The automatic encoder is a special type of neural network, which compresses input data and then reconstructs the compressed input data to make the input and output similar as possible, in the field of abnormal detection, the corresponding sample with large difference between input and output in the automatic encoder is regarded as an abnormal sample, and the abnormal detection based on the automatic encoder has made great results in many fields, especially after a long-short term memory network (LSTM) is used in the automatic encoder, the automatic encoder combines time domain information to make the established automatic encoder encode the time domain information, adapt to a longer time sequence and can perform wider abnormal detection, for example, the abnormal behavior detection method based on the space-time automatic encoder disclosed in the Chinese patent with the publication number of CN 109615019A.
However, when detecting an abnormality, the auto encoder relies on the assumption that the training data itself is all normal, and must be trained with positive samples to obtain the auto encoder, and then the auto encoder can detect an abnormality of negative samples. However, in practical application, the power consumption data collected by the power system is not labeled, and the data cannot be guaranteed to be normal data, and preliminary preparation work must be performed, and the label is set for the collected power consumption data, so that the workload is very large, and the application of the automatic encoder in the electricity stealing detection is limited.
Disclosure of Invention
The invention aims to overcome the defects of the prior art and provide a power stealing detection method, a system and a medium based on a time sequence automatic encoder.
The purpose of the invention can be realized by the following technical scheme:
a power stealing detection method based on a time sequence automatic encoder comprises a model training stage and a model application stage, wherein the model training stage comprises the following steps:
s1: acquiring multi-day electric quantity consumption data of a plurality of users as an original data set;
s2: establishing a plurality of Gaussian mixture models, determining parameters of each Gaussian mixture model by using a maximum expectation method EM (expectation-maximization) respectively in combination with an original data set, and obtaining an optimal Gaussian mixture model by using Bayesian information criterion BIC, wherein the optimal Gaussian mixture model comprises K Gaussian distributions;
s3: dividing the original data set into K training sets based on the clustering result of the optimal Gaussian mixture model on the original data set;
s4: constructing K automatic encoders based on the long-term and short-term memory artificial neural network LSTM, and respectively training by using a training set to obtain the automatic encoders corresponding to the Gaussian distributions in the optimal Gaussian mixture model;
the model application phase is as follows:
acquiring the electric quantity consumption data of a user in the original data set as an input data set, clustering the input data set according to the optimal Gaussian mixture model, and performing abnormity detection on the electric quantity consumption data in the clustering result by using an automatic encoder corresponding to the clustering result to obtain an electricity stealing detection result.

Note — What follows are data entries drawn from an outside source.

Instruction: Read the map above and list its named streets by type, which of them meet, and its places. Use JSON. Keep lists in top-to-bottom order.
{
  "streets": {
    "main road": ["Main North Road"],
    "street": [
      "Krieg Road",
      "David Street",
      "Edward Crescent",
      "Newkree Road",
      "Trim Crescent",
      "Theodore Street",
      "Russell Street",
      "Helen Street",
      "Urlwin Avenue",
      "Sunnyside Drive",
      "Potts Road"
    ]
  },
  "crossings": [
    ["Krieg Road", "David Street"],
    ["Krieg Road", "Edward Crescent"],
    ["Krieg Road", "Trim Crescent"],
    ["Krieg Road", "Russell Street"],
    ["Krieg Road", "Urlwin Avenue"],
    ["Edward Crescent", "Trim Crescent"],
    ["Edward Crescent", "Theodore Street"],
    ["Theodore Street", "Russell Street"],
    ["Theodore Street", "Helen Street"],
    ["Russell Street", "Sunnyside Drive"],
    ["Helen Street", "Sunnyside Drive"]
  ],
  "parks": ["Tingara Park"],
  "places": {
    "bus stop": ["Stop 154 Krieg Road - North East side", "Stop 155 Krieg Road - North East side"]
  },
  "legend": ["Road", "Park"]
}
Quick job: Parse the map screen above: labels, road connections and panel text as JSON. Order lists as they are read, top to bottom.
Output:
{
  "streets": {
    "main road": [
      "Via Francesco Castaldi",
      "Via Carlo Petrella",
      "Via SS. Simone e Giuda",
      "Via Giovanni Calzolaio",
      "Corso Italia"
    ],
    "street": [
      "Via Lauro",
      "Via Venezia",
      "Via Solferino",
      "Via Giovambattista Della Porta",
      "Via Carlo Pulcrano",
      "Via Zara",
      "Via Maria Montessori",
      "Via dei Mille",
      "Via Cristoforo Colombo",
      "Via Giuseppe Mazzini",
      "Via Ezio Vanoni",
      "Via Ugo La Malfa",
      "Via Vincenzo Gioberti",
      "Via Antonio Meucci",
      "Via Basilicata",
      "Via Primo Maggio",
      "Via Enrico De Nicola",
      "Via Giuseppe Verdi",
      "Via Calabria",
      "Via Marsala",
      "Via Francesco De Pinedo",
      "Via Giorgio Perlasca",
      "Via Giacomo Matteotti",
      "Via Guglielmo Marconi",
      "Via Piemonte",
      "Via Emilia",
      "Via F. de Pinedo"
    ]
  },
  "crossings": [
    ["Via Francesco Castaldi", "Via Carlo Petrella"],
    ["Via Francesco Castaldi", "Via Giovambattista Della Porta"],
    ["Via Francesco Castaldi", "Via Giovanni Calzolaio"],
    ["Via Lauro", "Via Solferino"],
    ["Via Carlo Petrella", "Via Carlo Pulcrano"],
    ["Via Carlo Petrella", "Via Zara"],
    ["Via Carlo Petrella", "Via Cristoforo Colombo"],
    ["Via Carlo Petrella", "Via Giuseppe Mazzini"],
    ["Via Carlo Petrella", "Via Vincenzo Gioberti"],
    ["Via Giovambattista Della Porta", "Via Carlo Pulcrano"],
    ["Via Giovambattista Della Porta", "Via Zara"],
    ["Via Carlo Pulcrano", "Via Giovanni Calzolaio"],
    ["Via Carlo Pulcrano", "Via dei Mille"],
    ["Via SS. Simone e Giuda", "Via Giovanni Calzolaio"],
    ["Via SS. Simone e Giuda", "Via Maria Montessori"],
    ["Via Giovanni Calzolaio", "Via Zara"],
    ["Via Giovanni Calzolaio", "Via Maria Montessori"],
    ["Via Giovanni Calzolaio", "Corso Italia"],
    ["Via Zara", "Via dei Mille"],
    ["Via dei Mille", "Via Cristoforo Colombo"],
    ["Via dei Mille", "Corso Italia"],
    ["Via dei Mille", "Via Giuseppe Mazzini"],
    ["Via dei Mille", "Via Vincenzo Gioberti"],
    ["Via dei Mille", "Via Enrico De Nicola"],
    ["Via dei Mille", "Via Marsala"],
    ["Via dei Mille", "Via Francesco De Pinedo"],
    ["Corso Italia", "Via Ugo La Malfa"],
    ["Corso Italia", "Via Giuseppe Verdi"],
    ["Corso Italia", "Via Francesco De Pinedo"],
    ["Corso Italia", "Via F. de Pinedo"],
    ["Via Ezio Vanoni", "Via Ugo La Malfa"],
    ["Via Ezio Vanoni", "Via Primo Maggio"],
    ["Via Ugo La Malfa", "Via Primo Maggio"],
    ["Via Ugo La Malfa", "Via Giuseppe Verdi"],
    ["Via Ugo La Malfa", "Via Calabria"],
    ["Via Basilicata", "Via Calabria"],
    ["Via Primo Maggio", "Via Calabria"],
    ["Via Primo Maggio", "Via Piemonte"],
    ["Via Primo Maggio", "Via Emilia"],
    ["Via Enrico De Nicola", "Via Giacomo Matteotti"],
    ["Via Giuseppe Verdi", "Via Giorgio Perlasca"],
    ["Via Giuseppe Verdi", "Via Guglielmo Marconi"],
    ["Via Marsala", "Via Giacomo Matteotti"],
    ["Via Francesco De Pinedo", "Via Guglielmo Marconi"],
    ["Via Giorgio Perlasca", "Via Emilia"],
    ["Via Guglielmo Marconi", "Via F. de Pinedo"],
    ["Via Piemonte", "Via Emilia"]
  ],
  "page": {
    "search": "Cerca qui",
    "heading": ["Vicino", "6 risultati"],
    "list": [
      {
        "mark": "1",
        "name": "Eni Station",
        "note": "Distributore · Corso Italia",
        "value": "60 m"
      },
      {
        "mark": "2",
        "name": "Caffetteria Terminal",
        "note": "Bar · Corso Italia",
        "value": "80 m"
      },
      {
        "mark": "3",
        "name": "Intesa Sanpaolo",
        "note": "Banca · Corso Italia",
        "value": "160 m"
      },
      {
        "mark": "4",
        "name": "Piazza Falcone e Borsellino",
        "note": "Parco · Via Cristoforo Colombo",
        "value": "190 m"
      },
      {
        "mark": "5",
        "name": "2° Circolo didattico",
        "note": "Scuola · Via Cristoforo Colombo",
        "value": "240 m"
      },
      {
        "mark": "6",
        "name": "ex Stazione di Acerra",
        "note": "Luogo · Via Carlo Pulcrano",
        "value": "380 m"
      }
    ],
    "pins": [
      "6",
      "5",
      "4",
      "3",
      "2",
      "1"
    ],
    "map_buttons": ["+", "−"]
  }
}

Further, step S2 is specifically:
s21: sequentially establishing Gaussian mixture models with the number of Gaussian distributions of 1, 2 and … L, wherein L is the maximum number of the Gaussian distributions in the Gaussian mixture models;
s22: for each Gaussian mixture model, respectively determining parameters of the Gaussian mixture model by using a maximum expectation method EM;
s23: and respectively calculating the BIC value of each Gaussian mixture model by using Bayesian information criterion BIC, and selecting the Gaussian mixture model with the minimum BIC value as an optimal Gaussian mixture model, wherein the optimal Gaussian mixture model comprises K Gaussian distributions.
Further, the training of the ith (i is greater than or equal to 1 and less than or equal to K) automatic encoder in step S4 specifically includes:
a1: acquiring training data in an ith training set, and training an ith encoder by using the training data in the training set;
a2: sequentially inputting training data in a training set into an ith automatic encoder to obtain an error vector, a mean value and a variance of each training data, and respectively calculating the abnormal score of each training data based on the error vector, the mean value and the variance;
a3: and removing M training data from the ith training set according to the abnormal scores, training the ith encoder by using the residual training data in the training sets, finishing the training of the automatic encoder, and recording model parameters of the automatic encoder, wherein M is NxP, N represents the number of the training data in the ith training set, and P represents a preset abnormal proportion.
Further, the error vector is:
Figure BDA0003032975210000031
wherein e is(j)Error vector, x, for the jth training data(j)For the jth training data in the training set,
Figure BDA0003032975210000032
is x(j)And (4) inputting the output obtained after the automatic encoder is input.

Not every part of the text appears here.